Dr Duff made a complaint to the police watchdog a year after her arrest following her acquittal by magistrates of obstructing and assaulting police.

On Wednesday, her case against Sgt Howard after a misconduct panel found that her search was necessary as her uncooperative behaviour meant it was unclear if she posed a danger to herself or others.

Chairman Maurice Cohen said: "Dr Duff conceded that her behaviour was not her finest hour and if the circumstances were to arise again she would not behave in the same way and she concedes that it must have been very frustrating for Sgt Howard.

"Dr Duff says she was following the pattern of passive resistance and non-compliance akin to the civil rights movement."

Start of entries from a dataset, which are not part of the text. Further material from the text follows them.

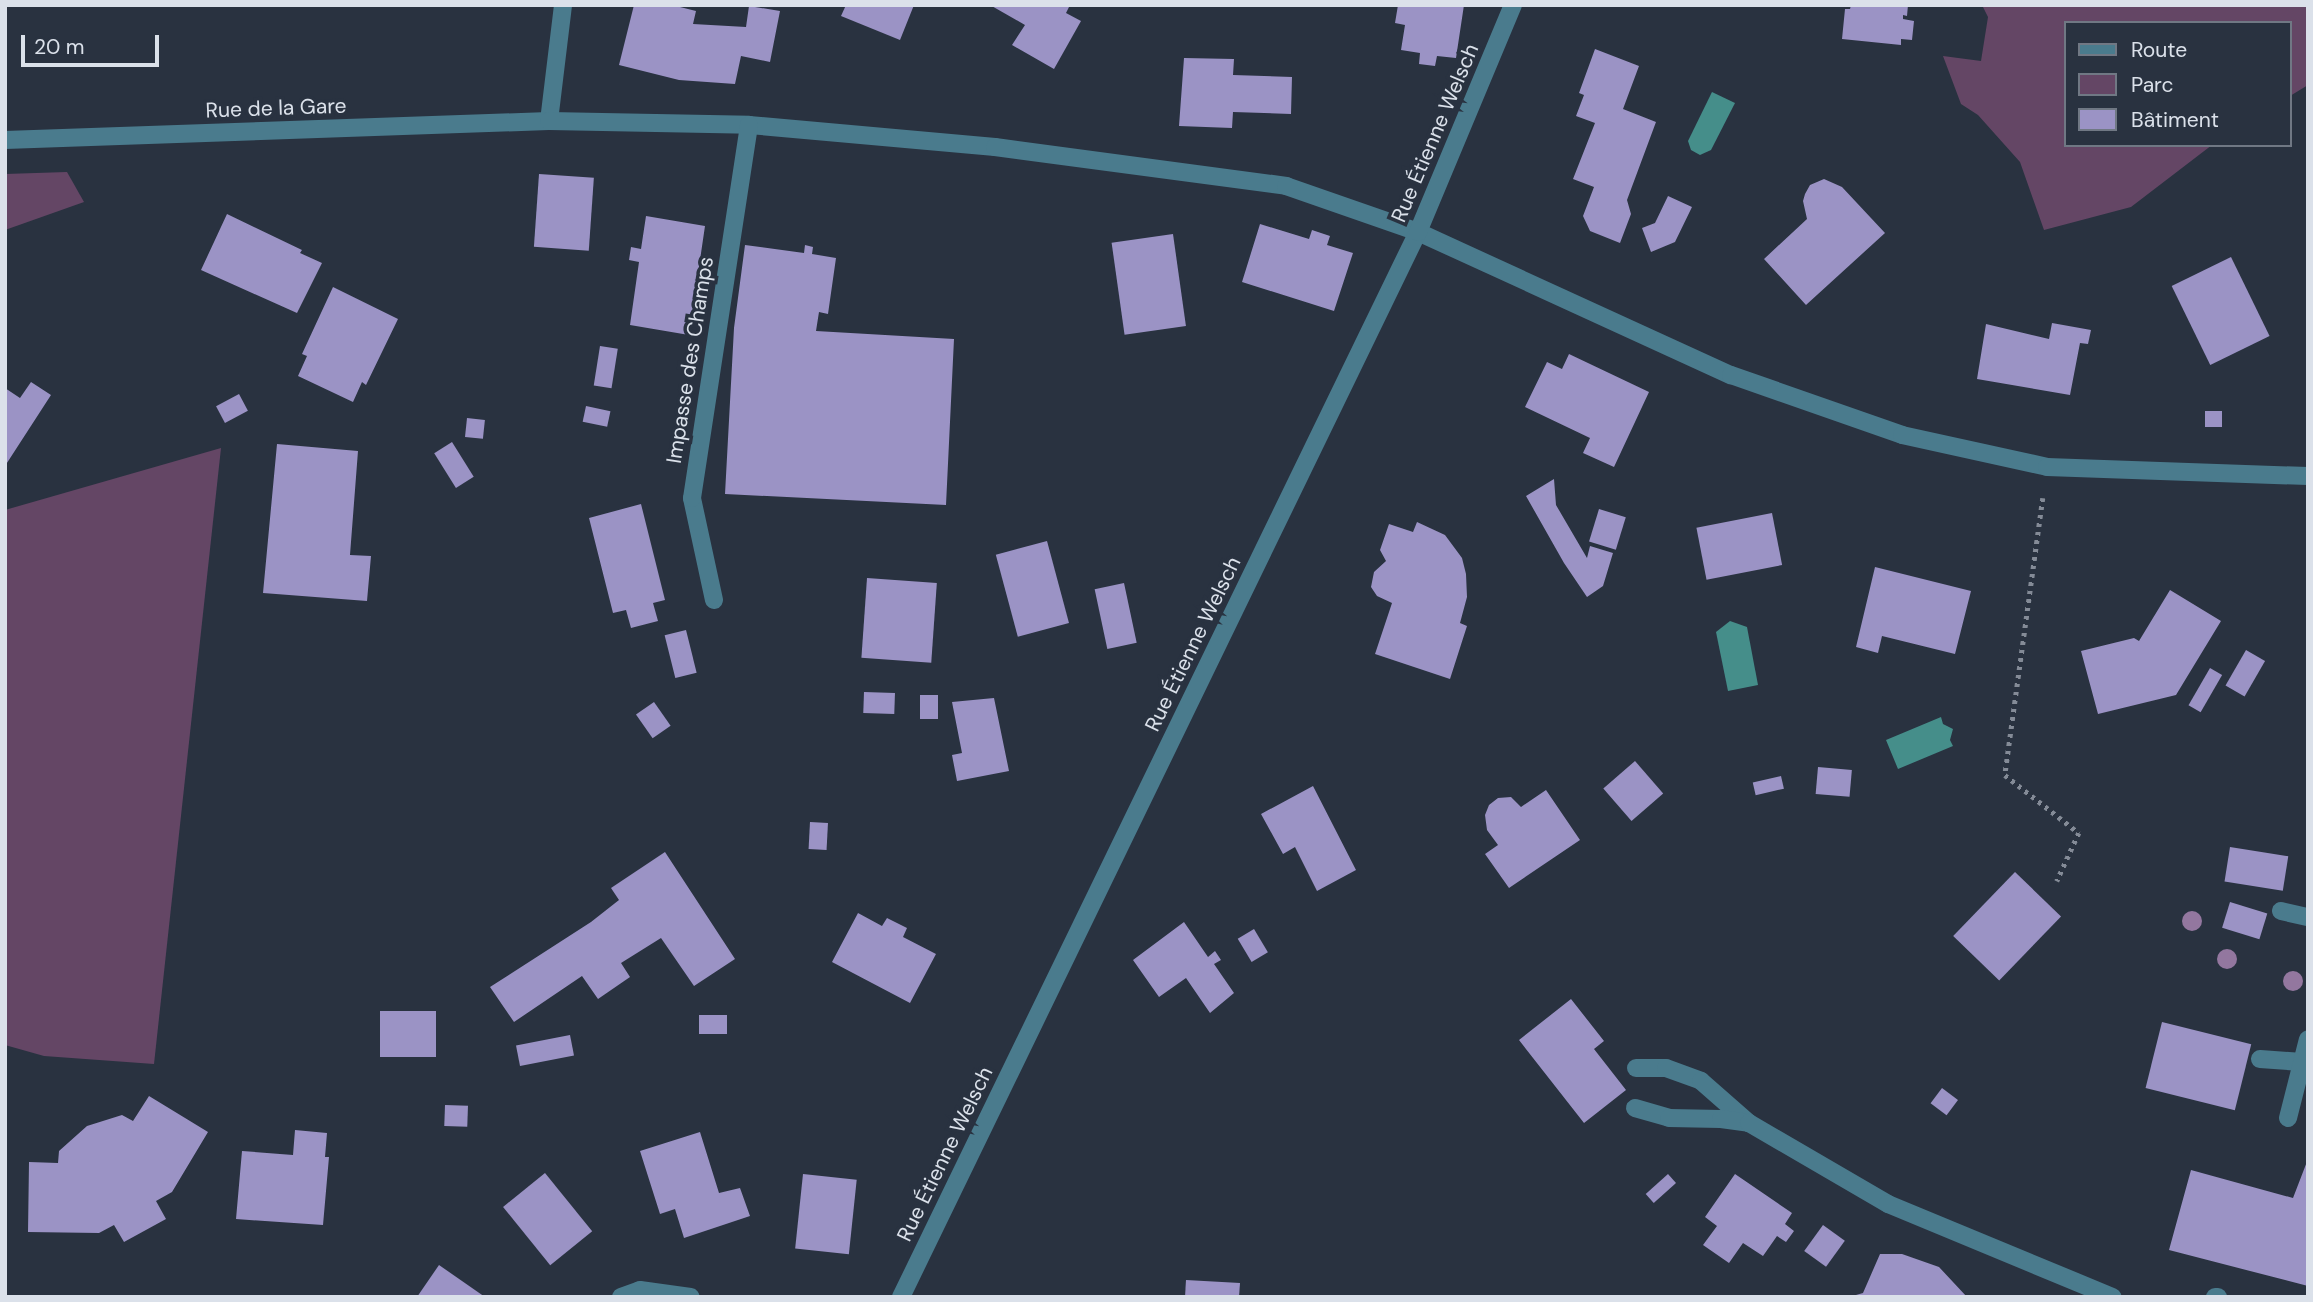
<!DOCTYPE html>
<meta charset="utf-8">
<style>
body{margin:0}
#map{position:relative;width:2313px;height:1302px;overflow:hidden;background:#293240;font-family:"DM Sans",sans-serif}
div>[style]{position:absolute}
.green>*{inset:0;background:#644665}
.water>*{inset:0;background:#458e8a}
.building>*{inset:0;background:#9b93c5;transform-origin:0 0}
.path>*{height:4.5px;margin-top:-2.25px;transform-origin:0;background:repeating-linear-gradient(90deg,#848b97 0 3.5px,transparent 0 8.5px)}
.minor>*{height:18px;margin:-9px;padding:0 9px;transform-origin:9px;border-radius:9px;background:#4a7b8d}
.trees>*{width:20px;height:20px;margin:-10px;border-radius:50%;background:#93779f}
span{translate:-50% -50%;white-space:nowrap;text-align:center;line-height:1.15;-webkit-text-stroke:7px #293240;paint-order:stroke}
.street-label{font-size:21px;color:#dbe1ea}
.frame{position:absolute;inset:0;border:7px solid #dbe1ea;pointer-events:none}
.legend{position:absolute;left:2064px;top:21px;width:228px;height:126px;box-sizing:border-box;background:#293240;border:2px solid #707884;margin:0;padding:9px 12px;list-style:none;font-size:21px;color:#dbe1ea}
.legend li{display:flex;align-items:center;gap:14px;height:35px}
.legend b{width:35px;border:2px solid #707884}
.scale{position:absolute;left:21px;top:35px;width:138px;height:32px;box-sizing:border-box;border:4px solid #dbe1ea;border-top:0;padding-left:9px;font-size:21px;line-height:24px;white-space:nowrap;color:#dbe1ea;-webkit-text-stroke:5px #293240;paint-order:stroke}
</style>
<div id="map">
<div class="green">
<div style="clip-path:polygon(1982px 5px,2308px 5px,2308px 85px,2290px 96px,2290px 23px,2066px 23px,2066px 145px,2212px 145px,2131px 207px,2044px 230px,2020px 162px,1978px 115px,1961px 104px,1943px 56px,1981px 61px,1988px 17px)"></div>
<div style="clip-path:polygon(67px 172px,84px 202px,5px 230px,5px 174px)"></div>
<div style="clip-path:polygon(221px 448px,154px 1064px,44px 1056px,5px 1045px,5px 510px)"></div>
</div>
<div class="water">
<div style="clip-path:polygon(1712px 92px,1735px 103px,1711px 150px,1700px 155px,1691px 150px,1688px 141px)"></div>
<div style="clip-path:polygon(1730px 621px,1747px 627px,1758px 685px,1728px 691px,1716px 632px)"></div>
<div style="clip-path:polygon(1941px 717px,1943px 724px,1953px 729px,1950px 740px,1953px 746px,1898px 769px,1886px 740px)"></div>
</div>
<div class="building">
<div style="clip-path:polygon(634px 5px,672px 5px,696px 11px,693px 24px,746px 27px,749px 6px,780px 11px,770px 62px,741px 56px,735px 84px,679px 80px,619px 65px)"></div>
<div style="clip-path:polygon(846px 5px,914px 5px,900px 40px,841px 16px)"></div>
<div style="clip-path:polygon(990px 5px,1070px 5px,1066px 13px,1081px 21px,1054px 69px,1012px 45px,1025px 25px)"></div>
<div style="clip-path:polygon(1398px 5px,1464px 5px,1456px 58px,1437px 56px,1435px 66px,1419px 64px,1420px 53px,1401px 50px,1405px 25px,1395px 23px)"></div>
<div style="clip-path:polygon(1851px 5px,1908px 5px,1907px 16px,1903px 15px,1903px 19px,1914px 21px,1912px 40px,1901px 39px,1901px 45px,1842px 39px,1845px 9px,1850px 9px)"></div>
<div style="clip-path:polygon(1595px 49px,1639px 66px,1623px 109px,1656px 122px,1627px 200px,1631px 214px,1620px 243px,1590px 231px,1583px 216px,1594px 187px,1573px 179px,1595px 123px,1576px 116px,1584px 95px,1579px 93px)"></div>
<div style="clip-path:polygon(1184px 58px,1234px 59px,1233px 75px,1292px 77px,1291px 114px,1233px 112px,1232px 128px,1179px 126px)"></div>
<div style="left:539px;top:174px;width:55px;height:73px;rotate:4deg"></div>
<div style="clip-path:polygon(1824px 179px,1842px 187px,1885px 233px,1806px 305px,1764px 259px,1807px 219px,1803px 201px,1805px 194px,1810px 185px)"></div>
<div style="clip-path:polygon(1668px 196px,1692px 207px,1675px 242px,1651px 252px,1642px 228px,1655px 223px)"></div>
<div style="clip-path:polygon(227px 214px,302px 250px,300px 253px,322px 263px,297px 313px,201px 270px)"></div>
<div style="clip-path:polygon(646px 216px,705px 226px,689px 335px,630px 325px,639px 262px,629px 260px,631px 247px,641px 249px)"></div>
<div style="clip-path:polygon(1260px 224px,1309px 239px,1312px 230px,1330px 236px,1327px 245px,1353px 253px,1334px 311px,1242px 282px)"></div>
<div style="left:1173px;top:234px;width:93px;height:62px;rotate:82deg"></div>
<div style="clip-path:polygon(745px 245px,804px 253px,805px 245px,813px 247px,812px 254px,836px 258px,828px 314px,819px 312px,816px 331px,954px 339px,946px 505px,725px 494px,734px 328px)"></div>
<div style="left:2231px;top:257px;width:88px;height:66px;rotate:64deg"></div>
<div style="clip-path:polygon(333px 287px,398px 319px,366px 385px,362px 382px,353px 402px,298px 376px,307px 356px,302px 354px)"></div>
<div style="clip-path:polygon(2052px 323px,2091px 330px,2088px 344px,2080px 343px,2070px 395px,1977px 379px,1986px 324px,2049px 339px)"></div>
<div style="left:600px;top:346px;width:18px;height:40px;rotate:9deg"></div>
<div style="clip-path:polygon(1569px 354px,1649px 392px,1614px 467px,1583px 453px,1590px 438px,1525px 407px,1547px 362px,1562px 369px)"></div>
<div style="clip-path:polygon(31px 382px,51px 395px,5px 466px,5px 388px,20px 398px)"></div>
<div style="left:239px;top:394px;width:19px;height:26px;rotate:62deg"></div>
<div style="left:586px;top:406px;width:25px;height:16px;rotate:12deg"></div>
<div style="left:2205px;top:411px;width:17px;height:16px"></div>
<div style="left:467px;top:418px;width:18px;height:19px;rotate:6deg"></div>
<div style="left:452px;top:442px;width:41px;height:21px;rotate:58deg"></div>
<div style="clip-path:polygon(277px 444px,358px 451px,350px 555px,371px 556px,367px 601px,263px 593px)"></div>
<div style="clip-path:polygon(1554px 479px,1556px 505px,1587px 558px,1590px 546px,1613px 553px,1603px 586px,1587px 597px,1564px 563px,1526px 496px)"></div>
<div style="clip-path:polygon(641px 504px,665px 600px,653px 603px,658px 621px,631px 628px,626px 610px,613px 613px,589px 518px)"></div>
<div style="left:1599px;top:509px;width:28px;height:34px;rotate:17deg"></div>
<div style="left:1772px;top:513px;width:53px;height:77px;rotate:79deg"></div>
<div style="clip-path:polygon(1417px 522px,1445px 535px,1462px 558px,1466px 574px,1467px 597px,1460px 623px,1467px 626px,1450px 679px,1375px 654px,1392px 603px,1377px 596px,1371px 587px,1374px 572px,1386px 561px,1380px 550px,1389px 524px,1413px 532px)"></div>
<div style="left:1047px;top:541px;width:85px;height:53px;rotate:75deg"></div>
<div style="clip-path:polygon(1875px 567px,1971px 591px,1955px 654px,1882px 636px,1878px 653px,1856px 647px)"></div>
<div style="left:867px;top:578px;width:70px;height:80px;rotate:4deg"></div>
<div style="left:1124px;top:583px;width:61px;height:30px;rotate:78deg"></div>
<div style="clip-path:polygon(2170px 590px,2221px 621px,2176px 695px,2098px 714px,2081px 651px,2134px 638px,2139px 641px)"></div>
<div style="left:686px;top:630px;width:44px;height:22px;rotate:76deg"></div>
<div style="left:2246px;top:650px;width:22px;height:41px;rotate:30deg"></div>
<div style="left:2210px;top:668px;width:14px;height:43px;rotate:30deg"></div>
<div style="left:864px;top:692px;width:31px;height:21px;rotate:2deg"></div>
<div style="left:920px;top:695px;width:18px;height:24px"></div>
<div style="clip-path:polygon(994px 698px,1009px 771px,957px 781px,952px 755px,962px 753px,952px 702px)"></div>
<div style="left:654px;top:702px;width:29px;height:22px;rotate:55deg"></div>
<div style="left:1635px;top:761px;width:43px;height:42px;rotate:49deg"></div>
<div style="left:1818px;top:767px;width:34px;height:27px;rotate:5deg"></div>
<div style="left:1781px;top:776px;width:13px;height:29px;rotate:77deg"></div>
<div style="clip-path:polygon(1313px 786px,1356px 870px,1317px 891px,1295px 847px,1283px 854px,1261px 814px)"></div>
<div style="clip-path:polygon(1546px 790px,1580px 840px,1509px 888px,1485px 854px,1498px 845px,1487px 830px,1485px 815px,1489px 805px,1498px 798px,1511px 797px,1521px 807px)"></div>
<div style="left:810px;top:822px;width:18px;height:27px;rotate:3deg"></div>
<div style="left:2230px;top:847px;width:59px;height:35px;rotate:9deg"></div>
<div style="clip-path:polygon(665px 852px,735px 959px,694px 986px,661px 938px,621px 963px,630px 977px,598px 999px,582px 976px,514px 1022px,490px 987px,591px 922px,619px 900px,611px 888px)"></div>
<div style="left:2015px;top:872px;width:64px;height:89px;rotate:44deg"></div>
<div style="left:2230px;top:902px;width:39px;height:27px;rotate:17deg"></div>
<div style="clip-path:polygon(858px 913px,882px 926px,887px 918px,907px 928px,903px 937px,936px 954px,910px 1003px,832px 962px)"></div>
<div style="clip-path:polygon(1184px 922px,1208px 957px,1215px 951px,1221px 960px,1214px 964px,1234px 993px,1210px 1013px,1186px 978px,1159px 997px,1133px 960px)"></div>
<div style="left:1254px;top:929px;width:27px;height:19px;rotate:59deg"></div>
<div style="clip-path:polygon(1571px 999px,1604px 1041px,1594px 1049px,1626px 1090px,1584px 1123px,1519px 1040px)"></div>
<div style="left:436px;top:1011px;width:46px;height:56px;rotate:90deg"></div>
<div style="left:699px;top:1015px;width:28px;height:19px"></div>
<div style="left:2162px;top:1022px;width:92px;height:68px;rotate:14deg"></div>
<div style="left:570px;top:1035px;width:21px;height:55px;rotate:79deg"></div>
<div style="left:1942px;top:1088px;width:20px;height:19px;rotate:37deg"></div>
<div style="clip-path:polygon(149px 1096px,208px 1132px,172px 1192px,156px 1201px,166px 1219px,124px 1242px,114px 1225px,99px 1233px,28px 1232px,29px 1162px,58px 1163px,59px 1151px,87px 1126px,122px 1115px,133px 1121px)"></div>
<div style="left:445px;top:1105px;width:23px;height:21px;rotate:2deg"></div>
<div style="clip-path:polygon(295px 1130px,327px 1133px,325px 1157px,329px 1157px,323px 1225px,236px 1219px,242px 1151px,293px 1155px)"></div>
<div style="clip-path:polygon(700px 1132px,719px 1193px,740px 1188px,750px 1216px,684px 1238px,675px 1209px,660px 1214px,640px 1151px)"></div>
<div style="clip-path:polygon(2308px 1159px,2308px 1286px,2169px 1250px,2191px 1170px,2293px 1198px)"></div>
<div style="left:545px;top:1173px;width:75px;height:54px;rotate:51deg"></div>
<div style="left:803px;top:1174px;width:54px;height:75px;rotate:6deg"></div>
<div style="left:1668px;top:1174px;width:12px;height:30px;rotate:48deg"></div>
<div style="clip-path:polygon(1735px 1174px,1792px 1213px,1785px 1224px,1794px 1231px,1786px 1242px,1777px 1236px,1763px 1256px,1743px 1243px,1729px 1263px,1703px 1245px,1717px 1226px,1705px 1217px)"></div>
<div style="left:1823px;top:1225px;width:27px;height:32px;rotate:36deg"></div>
<div style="clip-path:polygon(1880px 1254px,1902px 1254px,1939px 1267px,1967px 1297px,1849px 1297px,1863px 1293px)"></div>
<div style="clip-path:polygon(439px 1265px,485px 1297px,417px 1297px)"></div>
<div style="clip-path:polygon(1186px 1280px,1240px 1283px,1239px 1297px,1185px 1297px)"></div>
</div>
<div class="path">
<div style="left:2043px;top:498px;width:280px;rotate:97.8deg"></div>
<div style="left:2005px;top:775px;width:94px;rotate:38.1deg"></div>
<div style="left:2079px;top:833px;width:53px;rotate:114.6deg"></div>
</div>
<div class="minor">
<div style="left:549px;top:121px;width:117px;rotate:-83.1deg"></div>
<div style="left:5px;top:140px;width:544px;rotate:-2deg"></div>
<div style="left:549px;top:121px;width:200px;rotate:1.1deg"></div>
<div style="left:749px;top:125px;width:247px;rotate:5.1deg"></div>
<div style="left:995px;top:147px;width:294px;rotate:7.6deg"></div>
<div style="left:1286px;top:186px;width:140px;rotate:19.2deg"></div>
<div style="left:1418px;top:232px;width:344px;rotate:24.6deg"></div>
<div style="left:1731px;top:375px;width:181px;rotate:19.3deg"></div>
<div style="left:1902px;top:435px;width:148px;rotate:12.4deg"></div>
<div style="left:2047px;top:467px;width:261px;rotate:2deg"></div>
<div style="left:714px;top:600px;width:104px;rotate:-102.2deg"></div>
<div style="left:692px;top:498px;width:377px;rotate:-81.3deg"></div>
<div style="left:2281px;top:911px;width:28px;rotate:13deg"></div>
<div style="left:2260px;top:1059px;width:42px;rotate:4.1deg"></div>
<div style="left:1636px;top:1068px;width:30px"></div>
<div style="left:1666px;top:1068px;width:37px;rotate:20deg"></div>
<div style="left:1701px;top:1081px;width:64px;rotate:41.2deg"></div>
<div style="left:1635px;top:1108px;width:35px;rotate:16deg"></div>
<div style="left:1669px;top:1118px;width:52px;rotate:1.1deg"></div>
<div style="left:1721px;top:1119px;width:28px;rotate:8deg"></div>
<div style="left:1749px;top:1123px;width:161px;rotate:30.2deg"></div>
<div style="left:1888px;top:1204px;width:243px;rotate:22.5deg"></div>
<div style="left:2288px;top:1118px;width:81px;rotate:-75.8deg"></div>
<div style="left:621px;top:1297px;width:20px;rotate:-20deg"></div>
<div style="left:640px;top:1290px;width:51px;rotate:7.8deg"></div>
<div style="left:901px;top:1297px;width:1184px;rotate:-64.11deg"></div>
<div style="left:1418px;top:232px;width:246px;rotate:-67.3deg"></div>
<div style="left:2215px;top:1297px;width:3px"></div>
</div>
<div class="trees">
<div style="left:2192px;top:921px"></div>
<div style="left:2227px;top:959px"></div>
<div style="left:2293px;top:981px"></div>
</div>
<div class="street-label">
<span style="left:276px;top:108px;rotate:-2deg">Rue de la Gare</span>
<span style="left:1435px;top:133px;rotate:-67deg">Rue Étienne Welsch</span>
<span style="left:690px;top:360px;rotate:-81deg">Impasse des Champs</span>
<span style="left:1193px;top:644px;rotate:-64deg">Rue Étienne Welsch</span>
<span style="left:945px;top:1154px;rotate:-64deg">Rue Étienne Welsch</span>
</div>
<div class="frame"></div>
<ul class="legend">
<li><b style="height:9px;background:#4a7b8d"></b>Route</li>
<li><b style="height:19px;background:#644665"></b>Parc</li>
<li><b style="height:19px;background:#9b93c5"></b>Bâtiment</li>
</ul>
<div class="scale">20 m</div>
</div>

He continued: "Sgt Howard was running a busy custody suite and his primary responsibility was the safety of the staff and detainees and must run a continuous risk assessment.

"He must consider the demeanour of a detainee, their vulnerability and whether they pose a risk to themselves or others and he was unable to ascertain from Dr Duff whether she suffered from any mental illness, other vulnerability or whether she was on drugs."

Mr Cohen said that Dr Duff's presentation at the police station had been "bizarre" and that staff had tried to treat her with dignity by crouching to her level and trying to speak with her in a non-threatening manner.

He concluded that as he was unaware whether Dr Duff may have anything on her person that she would not be allowed to have in custody, Sgt Howard's actions were those of a responsible officer.

In her evidence, Dr Duff said she had handed the teenager - who was later found to have a six-inch knife stashed in his sock - a card with legal advice aimed specifically at protesters arrested at demonstrations.

She said she feared the teenager was being unfairly targeted due to racial profiling.

She said she was acting in the spirit of "passive resistance", pioneered by the civil rights movement, by refusing to cooperate.

"I felt my arrest had been unjust, I was there for acting in passive, non-violent resistance," she said.

She added that she was following advice on the printed card, which tells detainees to answer "no comment" to all questions and not to give details such as name and address during a stop-and-search.

"I think that speaks to the political/protest-type note of what was going on - classic civil rights movement, limp passive resistance," she said.

Dr Duff also said that a lot of her behaviour in refusing to cooperate with police was down to shock at being arrested for handing someone a legal advice card.

"I wanted to speak to someone genuinely independent, either a solicitor or a doctor, it was so outside anything I had ever experienced, I was genuinely scared," she said.

Dr Duff, who was a self-employed philosophy tutor at the time of the incident, said she was unable to work for a few months after her arrest and struggled to pay her rent.

Her academic work includes papers with titles Feminism Against Crime Control: On Sexual Subordination And State Apologism and The Criminal Is Political: Policing Politics In Real Existing Liberalism.

Dr Duff later told the panel it was endorsing using "repressive and violating tactics" to "punish and intimidate" anyone who did not go along with being treated unjustly by the police.